Thomas Walkom

Opinion: Signs are not hopeful on animal testing

A bill that would ban the manufacture and sale of cosmetic products that rely on animal testing has finally cleared the Senate.

It took three years for Bill S-214 to win the approval of the Upper Chamber. It still must be voted on by the Commons before it can become law.

And Commons approval is far from guaranteed.

For those interested in improving the welfare of non-human animals, the saga of Bill S-214 is both encouraging and depressing.

It is encouraging because at least something happened. In the past, the Senate has been a graveyard for animal welfare bills – most famously in the early 2000s when senators derailed an attempt by the then Liberal government to beef up anti-cruelty laws.

It is depressing because getting this very moderate bill through just the Senate required so much effort.

Animal testing is both cruel and unnecessary. The tests themselves can be unspeakable. One involves dripping the chemical being tested into a rabbit’s eye until the cornea corrodes. Another involves force-feeding animals with the ingredient under scrutiny until 50 per cent of them die.

To administer such tests just to market a new brand of eye shadow or deodorant is patently immoral – particularly since test methods exist that don’t require live animals.

Some methods, for instance, use human skin grown in laboratories. Others use computer models.

New Brunswick Sen. Carolyn Stewart Olsen made all of these points when she introduced her Bill S-214.

Stewart Olsen is no raving radical. She’s a Conservative who at one point in her career was press secretary to Stephen Harper. She is also an incrementalist. Her bill, and a predecessor that died on the order paper in 2015, reflect that.

First, Bill S-214 applies only to cosmetics. There are other household products developed with the use of animal testing, including pharmaceuticals. S-214 is silent on these.

Second, the bill is hardly path-breaking. The European Union has banned animal testing for cosmetics since 2013. Many of the world’s big cosmetic firms have already given up on animal testing.

By one estimate, 99 per cent of new cosmetics sold in Canada are free of animal testing.

Third, her bill would allow the government to grant exemptions from the ban if no other means of testing existed. So there’s an escape clause.

Fourth, the ban would be phased in over four years.

As Stewart Olsen told the Senate, her bill is “an incremental step toward improving the state of animal welfare.” In fact, it is so incremental that Sen. Lillian Eva Dyck, a Liberal, asked during Senate debate whether it is worth pursuing.

Animal welfare organizations think it is.
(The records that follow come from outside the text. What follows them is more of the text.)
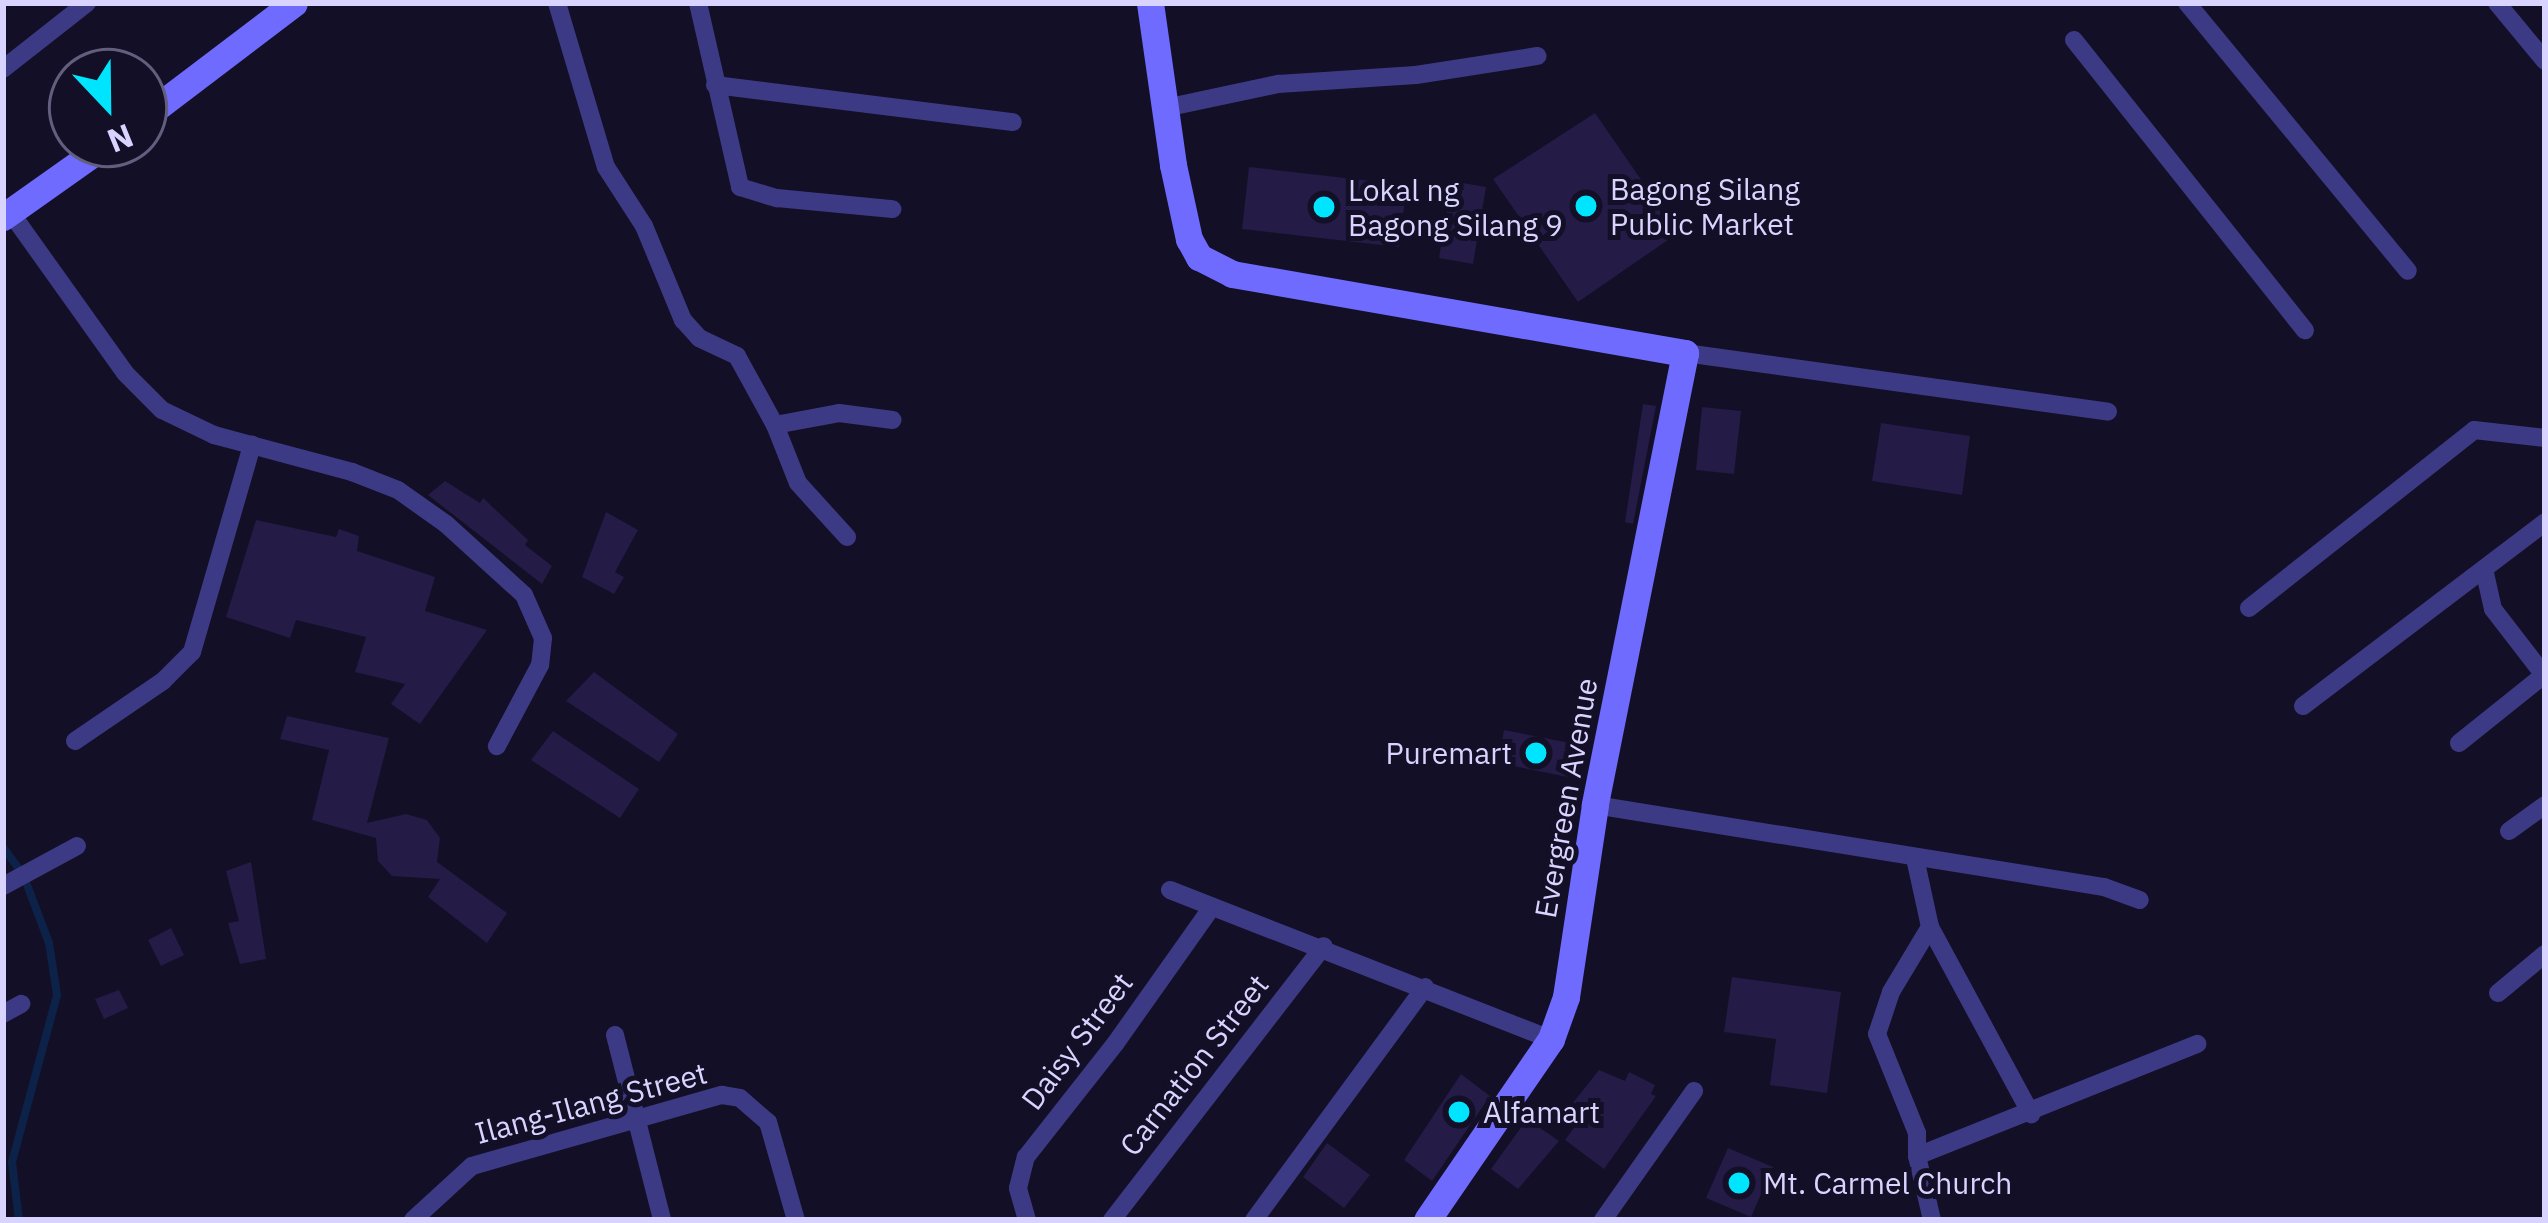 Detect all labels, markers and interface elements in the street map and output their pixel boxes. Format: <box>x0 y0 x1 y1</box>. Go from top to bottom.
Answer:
north arrow <box>48 48 168 168</box>
text: N <box>101 115 140 163</box>
place label: Bagong Silang Public Market <box>1610 171 1800 242</box>
place label: Lokal ng Bagong Silang 9 <box>1348 172 1563 243</box>
marker: Bagong Silang Public Market <box>1573 193 1599 219</box>
marker: Lokal ng Bagong Silang 9 <box>1311 194 1337 220</box>
street label: Evergreen Avenue <box>1527 675 1605 921</box>
place label: Puremart <box>1386 735 1512 771</box>
marker: Puremart <box>1523 740 1549 766</box>
street label: Daisy Street <box>1014 965 1140 1117</box>
street label: Carnation Street <box>1112 967 1276 1163</box>
street label: Ilang-Ilang Street <box>471 1055 711 1151</box>
place label: Alfamart <box>1483 1094 1600 1130</box>
marker: Alfamart <box>1446 1099 1472 1125</box>
place label: Mt. Carmel Church <box>1763 1165 2012 1201</box>
marker: Mt. Carmel Church <box>1726 1170 1752 1196</box>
Toronto-based Animal Alliance, as well as the Humane Society International, agitated hard for S-214. Humane Canada, a federation of provincial humane societies, welcomed the bill’s passage through the Senate last week.

What will Justin Trudeau’s Liberal government do now that S-214 has been passed on to the Commons for consideration? If history is any indication, the signs are not hopeful.

In 2016, the Trudeau government sandbagged proposed amendments to the animal-cruelty laws, even though they were presented by a Liberal backbencher.

As justification, the government said it wanted to wait to reform animal-cruelty legislation until it was able to undertake a complete rethinking of the Criminal Code.

At Senate committee hearings on S-214, Cosmetics Alliance Canada, the lobbying arm of the industry, made a similar observation. It noted that Health Canada is undertaking a comprehensive reform of so-called self-care regulations and that it might make sense for any change in animal-testing laws to be considered in that context.

Translation: the cosmetics industry isn’t necessarily opposed to a ban on animal testing but thinks that maybe legislators should wait.

For a government that seems reluctant to do anything on the animal welfare front, this will be welcome advice.

Thomas Walkom is a Toronto-based columnist covering politics.